[Dataset items]
------------------------

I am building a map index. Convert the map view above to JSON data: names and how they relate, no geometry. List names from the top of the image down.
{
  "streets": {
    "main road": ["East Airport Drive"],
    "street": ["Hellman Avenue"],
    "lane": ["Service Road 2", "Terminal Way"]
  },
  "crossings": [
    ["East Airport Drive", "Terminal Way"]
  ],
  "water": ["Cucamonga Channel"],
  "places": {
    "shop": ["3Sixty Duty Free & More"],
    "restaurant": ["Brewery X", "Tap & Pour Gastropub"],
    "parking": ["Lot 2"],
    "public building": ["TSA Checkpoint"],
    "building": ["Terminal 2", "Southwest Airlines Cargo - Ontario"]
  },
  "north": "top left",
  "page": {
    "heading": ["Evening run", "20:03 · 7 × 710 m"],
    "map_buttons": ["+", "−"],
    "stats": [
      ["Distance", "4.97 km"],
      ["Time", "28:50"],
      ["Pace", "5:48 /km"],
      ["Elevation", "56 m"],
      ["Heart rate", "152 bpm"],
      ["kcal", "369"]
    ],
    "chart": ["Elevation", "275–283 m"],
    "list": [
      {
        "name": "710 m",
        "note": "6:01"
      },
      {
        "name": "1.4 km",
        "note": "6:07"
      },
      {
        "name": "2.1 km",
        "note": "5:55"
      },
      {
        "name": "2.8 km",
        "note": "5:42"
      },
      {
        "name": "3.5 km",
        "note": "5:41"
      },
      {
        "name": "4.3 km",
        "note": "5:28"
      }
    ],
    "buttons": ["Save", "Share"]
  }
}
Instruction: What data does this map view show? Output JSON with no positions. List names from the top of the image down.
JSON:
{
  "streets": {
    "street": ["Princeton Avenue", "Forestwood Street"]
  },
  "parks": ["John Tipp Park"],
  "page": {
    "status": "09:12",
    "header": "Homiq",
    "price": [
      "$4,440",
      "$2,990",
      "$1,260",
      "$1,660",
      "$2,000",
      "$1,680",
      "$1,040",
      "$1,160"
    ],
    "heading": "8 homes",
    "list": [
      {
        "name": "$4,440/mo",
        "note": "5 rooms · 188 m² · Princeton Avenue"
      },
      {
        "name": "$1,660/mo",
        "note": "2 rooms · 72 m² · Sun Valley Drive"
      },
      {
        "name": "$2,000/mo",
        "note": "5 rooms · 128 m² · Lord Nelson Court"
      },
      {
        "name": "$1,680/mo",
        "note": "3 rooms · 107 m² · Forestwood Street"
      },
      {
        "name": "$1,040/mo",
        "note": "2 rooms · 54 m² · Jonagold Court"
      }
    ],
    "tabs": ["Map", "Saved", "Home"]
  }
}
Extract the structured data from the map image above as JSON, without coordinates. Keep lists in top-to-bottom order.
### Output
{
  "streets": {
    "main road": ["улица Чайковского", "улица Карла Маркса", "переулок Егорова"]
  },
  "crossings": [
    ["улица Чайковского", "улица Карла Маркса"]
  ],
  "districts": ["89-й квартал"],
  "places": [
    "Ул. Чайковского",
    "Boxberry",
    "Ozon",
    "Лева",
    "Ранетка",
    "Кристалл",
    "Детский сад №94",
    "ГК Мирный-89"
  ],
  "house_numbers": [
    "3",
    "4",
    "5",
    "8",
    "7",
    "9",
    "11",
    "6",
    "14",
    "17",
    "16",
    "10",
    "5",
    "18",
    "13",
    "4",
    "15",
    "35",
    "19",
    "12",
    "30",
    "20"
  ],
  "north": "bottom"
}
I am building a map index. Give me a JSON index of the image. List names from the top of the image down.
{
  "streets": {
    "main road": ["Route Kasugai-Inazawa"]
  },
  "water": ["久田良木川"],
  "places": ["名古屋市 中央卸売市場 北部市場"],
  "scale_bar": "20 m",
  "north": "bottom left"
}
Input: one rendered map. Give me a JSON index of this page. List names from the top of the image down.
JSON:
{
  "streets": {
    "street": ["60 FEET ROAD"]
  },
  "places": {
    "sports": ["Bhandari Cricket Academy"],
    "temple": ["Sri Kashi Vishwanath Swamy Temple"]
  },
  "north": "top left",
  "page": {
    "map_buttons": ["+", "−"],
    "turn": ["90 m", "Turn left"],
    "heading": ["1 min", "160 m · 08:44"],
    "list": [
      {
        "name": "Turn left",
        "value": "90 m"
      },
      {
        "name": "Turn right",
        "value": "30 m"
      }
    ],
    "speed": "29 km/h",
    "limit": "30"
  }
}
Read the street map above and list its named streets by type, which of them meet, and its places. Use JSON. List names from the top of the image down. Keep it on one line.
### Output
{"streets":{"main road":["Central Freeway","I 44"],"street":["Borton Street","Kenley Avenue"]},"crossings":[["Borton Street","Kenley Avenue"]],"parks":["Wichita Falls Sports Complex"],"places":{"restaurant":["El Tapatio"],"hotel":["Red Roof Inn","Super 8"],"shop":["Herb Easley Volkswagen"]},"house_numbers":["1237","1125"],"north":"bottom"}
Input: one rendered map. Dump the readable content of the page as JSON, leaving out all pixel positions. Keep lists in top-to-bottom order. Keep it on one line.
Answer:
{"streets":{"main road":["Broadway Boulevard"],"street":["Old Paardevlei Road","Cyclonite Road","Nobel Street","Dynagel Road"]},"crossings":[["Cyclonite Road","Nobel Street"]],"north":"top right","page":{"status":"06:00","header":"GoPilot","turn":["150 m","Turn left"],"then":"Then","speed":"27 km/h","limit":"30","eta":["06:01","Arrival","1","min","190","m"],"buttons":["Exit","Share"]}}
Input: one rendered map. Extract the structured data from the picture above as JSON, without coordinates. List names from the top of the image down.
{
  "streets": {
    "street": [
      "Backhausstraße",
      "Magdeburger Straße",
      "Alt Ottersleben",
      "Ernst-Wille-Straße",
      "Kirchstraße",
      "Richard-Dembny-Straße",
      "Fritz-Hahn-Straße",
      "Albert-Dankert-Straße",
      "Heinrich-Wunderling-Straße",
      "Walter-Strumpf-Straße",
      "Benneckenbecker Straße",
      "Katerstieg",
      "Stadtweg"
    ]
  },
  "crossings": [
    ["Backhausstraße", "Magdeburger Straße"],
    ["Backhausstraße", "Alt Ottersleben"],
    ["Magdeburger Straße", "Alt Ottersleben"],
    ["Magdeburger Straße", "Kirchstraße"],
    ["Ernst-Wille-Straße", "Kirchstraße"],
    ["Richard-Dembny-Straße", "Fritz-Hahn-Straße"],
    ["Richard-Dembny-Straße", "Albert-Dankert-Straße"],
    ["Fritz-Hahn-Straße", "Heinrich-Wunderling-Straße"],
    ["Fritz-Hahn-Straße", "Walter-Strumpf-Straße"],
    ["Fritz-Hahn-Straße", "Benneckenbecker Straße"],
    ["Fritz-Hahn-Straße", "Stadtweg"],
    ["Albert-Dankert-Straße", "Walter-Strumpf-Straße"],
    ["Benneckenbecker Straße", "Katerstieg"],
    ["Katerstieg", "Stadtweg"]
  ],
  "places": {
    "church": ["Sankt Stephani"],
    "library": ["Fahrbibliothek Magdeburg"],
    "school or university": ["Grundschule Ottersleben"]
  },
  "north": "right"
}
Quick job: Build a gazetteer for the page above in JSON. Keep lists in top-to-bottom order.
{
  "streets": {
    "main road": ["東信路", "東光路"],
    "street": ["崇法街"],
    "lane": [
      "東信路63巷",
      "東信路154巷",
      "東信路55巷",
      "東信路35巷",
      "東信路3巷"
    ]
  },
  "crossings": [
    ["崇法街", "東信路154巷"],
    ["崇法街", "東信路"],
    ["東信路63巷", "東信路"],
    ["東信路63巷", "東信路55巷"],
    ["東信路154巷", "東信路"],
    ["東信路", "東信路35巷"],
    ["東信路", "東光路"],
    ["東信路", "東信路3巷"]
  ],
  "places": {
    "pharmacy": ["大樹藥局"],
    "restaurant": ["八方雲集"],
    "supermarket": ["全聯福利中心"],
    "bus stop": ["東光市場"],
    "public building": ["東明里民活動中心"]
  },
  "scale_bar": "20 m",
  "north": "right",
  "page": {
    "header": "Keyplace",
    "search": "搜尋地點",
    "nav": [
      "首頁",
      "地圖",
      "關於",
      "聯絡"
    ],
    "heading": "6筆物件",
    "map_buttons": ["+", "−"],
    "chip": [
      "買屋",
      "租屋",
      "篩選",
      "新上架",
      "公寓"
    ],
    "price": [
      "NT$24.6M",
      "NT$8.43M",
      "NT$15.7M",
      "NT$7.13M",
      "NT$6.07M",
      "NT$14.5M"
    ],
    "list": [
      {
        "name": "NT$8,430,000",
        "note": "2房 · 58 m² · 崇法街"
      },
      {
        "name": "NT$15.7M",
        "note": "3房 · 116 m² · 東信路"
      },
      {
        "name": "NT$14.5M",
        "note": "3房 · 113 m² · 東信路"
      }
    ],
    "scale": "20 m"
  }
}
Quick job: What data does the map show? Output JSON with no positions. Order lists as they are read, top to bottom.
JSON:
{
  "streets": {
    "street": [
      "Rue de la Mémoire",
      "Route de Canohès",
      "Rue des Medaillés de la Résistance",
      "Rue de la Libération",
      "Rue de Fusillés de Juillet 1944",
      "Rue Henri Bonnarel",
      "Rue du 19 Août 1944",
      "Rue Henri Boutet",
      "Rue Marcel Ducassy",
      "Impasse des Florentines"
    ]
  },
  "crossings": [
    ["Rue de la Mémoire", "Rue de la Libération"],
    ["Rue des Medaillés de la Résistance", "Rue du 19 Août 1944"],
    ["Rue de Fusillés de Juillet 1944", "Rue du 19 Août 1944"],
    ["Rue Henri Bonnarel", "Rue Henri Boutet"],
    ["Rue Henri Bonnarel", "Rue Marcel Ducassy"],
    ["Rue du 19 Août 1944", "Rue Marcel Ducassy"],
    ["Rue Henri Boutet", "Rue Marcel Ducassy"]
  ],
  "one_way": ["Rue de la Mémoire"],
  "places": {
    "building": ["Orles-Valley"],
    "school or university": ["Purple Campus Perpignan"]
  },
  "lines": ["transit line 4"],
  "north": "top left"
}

------------------------

■ **WHAT YOU NEED TO DO**
Only certain lines are wanted. Please return exactly those from the top of the data through the line with "Instruction: What data".

■ **WRITTEN REPLY**
I am building a map index. Convert the map view above to JSON data: names and how they relate, no geometry. List names from the top of the image down.
{
  "streets": {
    "main road": ["East Airport Drive"],
    "street": ["Hellman Avenue"],
    "lane": ["Service Road 2", "Terminal Way"]
  },
  "crossings": [
    ["East Airport Drive", "Terminal Way"]
  ],
  "water": ["Cucamonga Channel"],
  "places": {
    "shop": ["3Sixty Duty Free & More"],
    "restaurant": ["Brewery X", "Tap & Pour Gastropub"],
    "parking": ["Lot 2"],
    "public building": ["TSA Checkpoint"],
    "building": ["Terminal 2", "Southwest Airlines Cargo - Ontario"]
  },
  "north": "top left",
  "page": {
    "heading": ["Evening run", "20:03 · 7 × 710 m"],
    "map_buttons": ["+", "−"],
    "stats": [
      ["Distance", "4.97 km"],
      ["Time", "28:50"],
      ["Pace", "5:48 /km"],
      ["Elevation", "56 m"],
      ["Heart rate", "152 bpm"],
      ["kcal", "369"]
    ],
    "chart": ["Elevation", "275–283 m"],
    "list": [
      {
        "name": "710 m",
        "note": "6:01"
      },
      {
        "name": "1.4 km",
        "note": "6:07"
      },
      {
        "name": "2.1 km",
        "note": "5:55"
      },
      {
        "name": "2.8 km",
        "note": "5:42"
      },
      {
        "name": "3.5 km",
        "note": "5:41"
      },
      {
        "name": "4.3 km",
        "note": "5:28"
      }
    ],
    "buttons": ["Save", "Share"]
  }
}
Instruction: What data does this map view show? Output JSON with no positions. List names from the top of the image down.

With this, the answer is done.